Fed Seeks Comment on Limited ’Payment Accounts’ to Let Crypto Banks Access Fed Rails
The Federal Reserve has proposed creating limited "payment accounts" that give innovation-focused and crypto banks streamlined access to Fed payment rails without full master-account privileges. The 45-day public comment proposal — informed by ideas from Governor Christopher Waller — would bar interest on balances, exclude discount-window credit, and may impose balance caps and other limits to reduce systemic risk. The move aims to speed fiat on/off‑ramps, improve settlement speed and reduce intermediaries for crypto custodians and fintech banks while maintaining safeguards against market volatility and contagion. Key operational benefits for crypto firms include faster settlements, lower operational costs and closer oversight; key constraints include no interest on reserves and restricted access to Fed credit, which limit changes to system liquidity.
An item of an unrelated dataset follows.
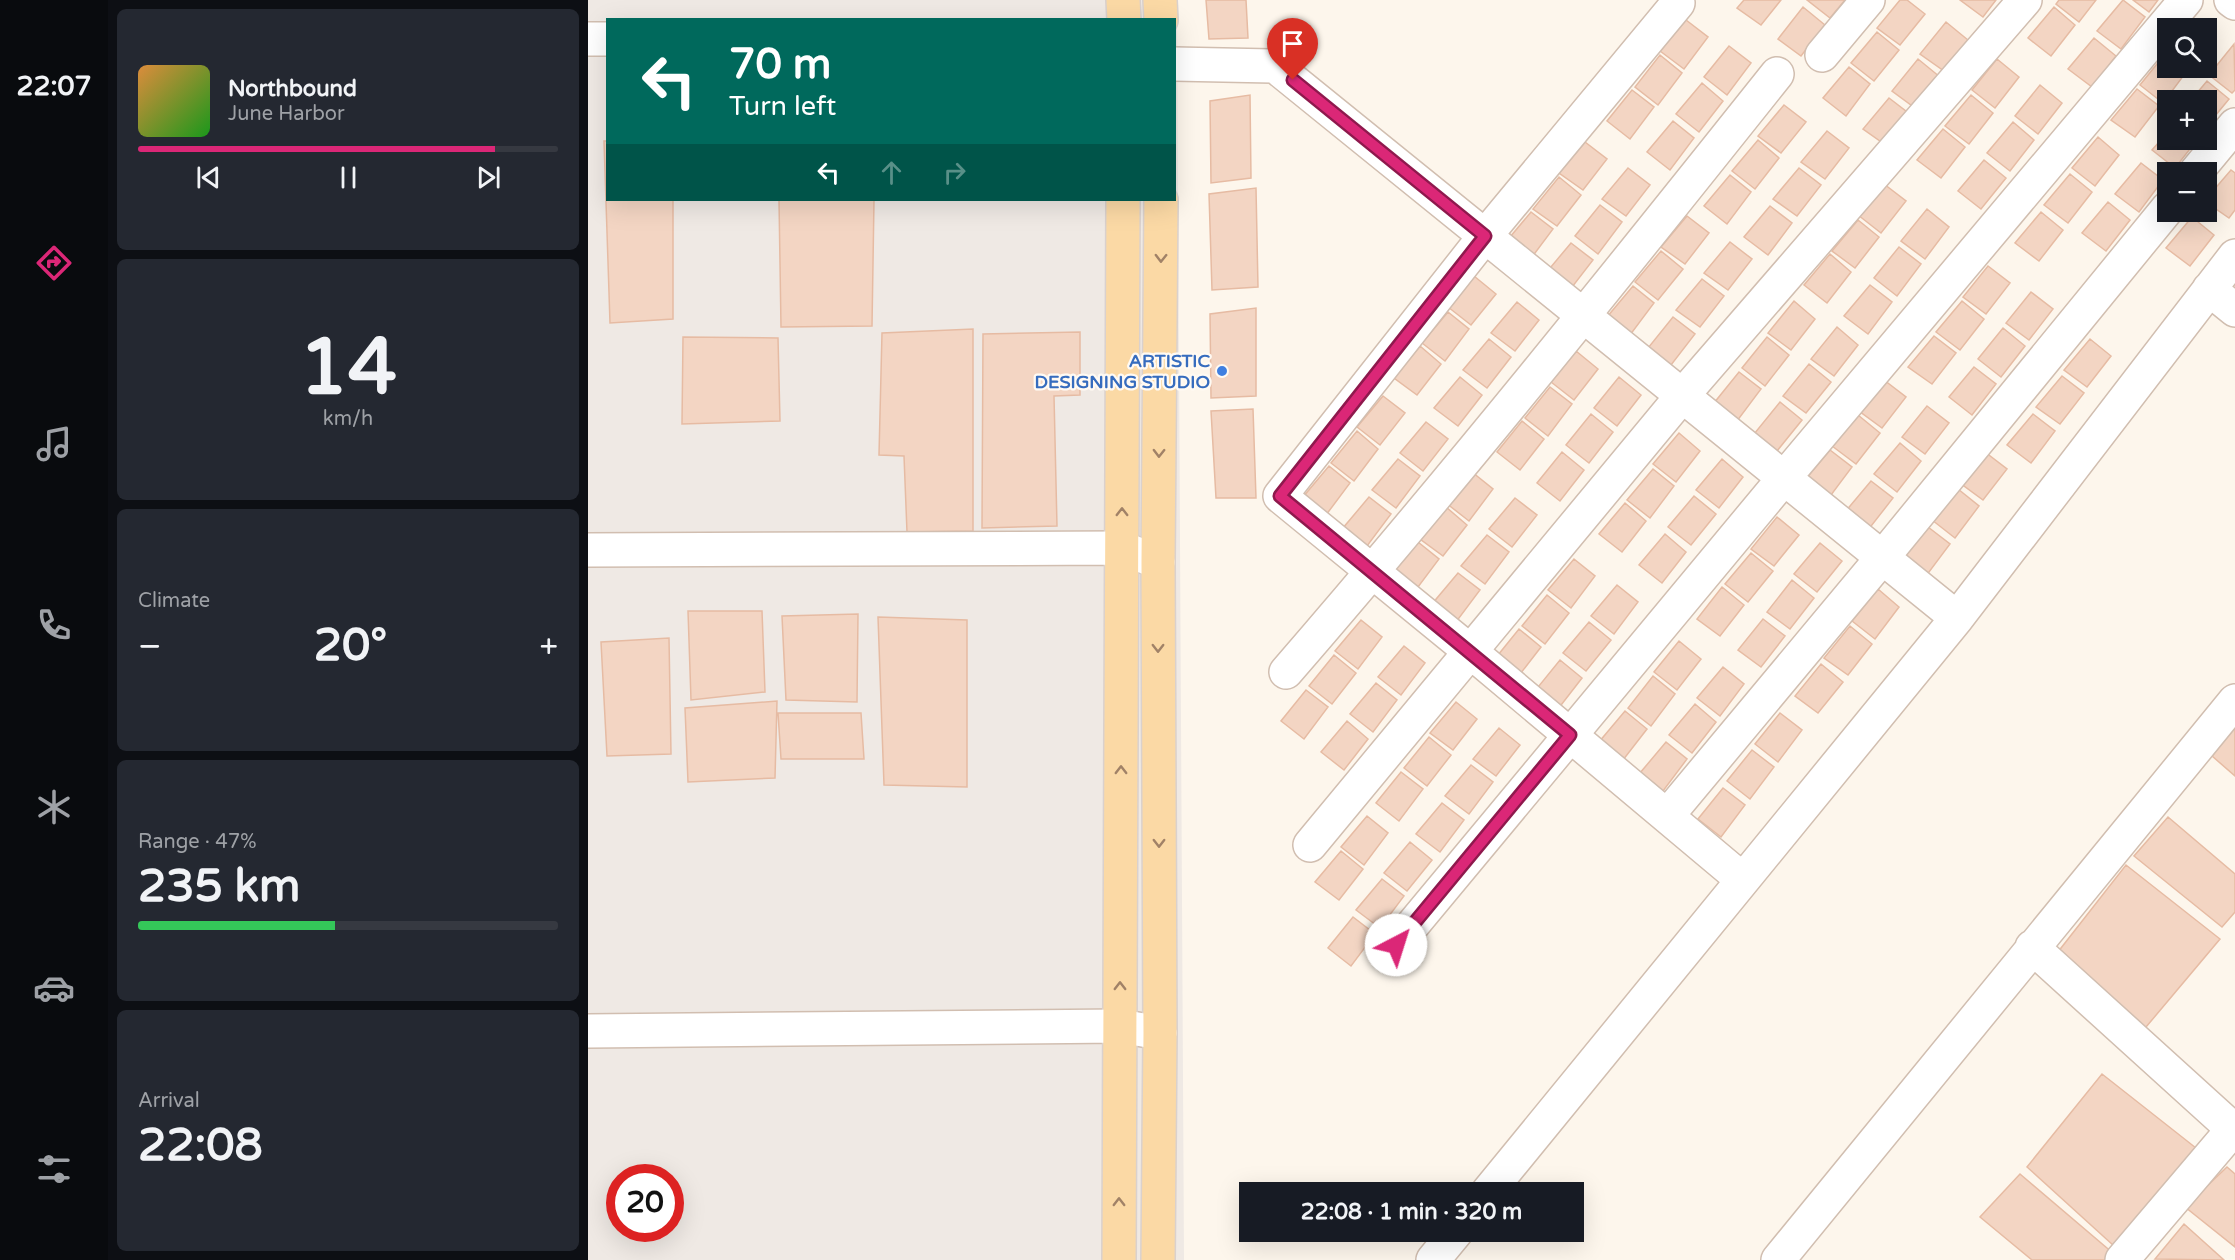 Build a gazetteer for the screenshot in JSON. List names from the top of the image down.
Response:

The proposal is open for stakeholder feedback and could materially alter banking relationships for crypto companies and indirectly influence market liquidity and trading flows depending on final rules.
Neutral
The proposal is unlikely to directly move crypto token prices in the short term because it expands operational access rather than injecting liquidity or altering monetary policy. For traders, the announcement is neutral overall: positive operational effects (faster settlement, improved fiat rails, fewer intermediaries) could marginally improve market efficiency and reduce frictions over time, which is mildly bullish for crypto market functioning. However, explicit constraints — no interest on balances, no discount-window access, possible balance caps and other limits — curtail systemic liquidity transmission and reduce the chance of a major liquidity-driven price rally. Short-term price reactions may be muted or driven by interpretation of final rule details; long-term, if rules materially lower custody/friction costs and broaden bank relationships, the structural improvement to fiat on/off‑ramps could support higher institutional participation and liquidity, a mild bullish factor. Overall, net near-term price impact is neutral with potential mild long-term upside to market structure.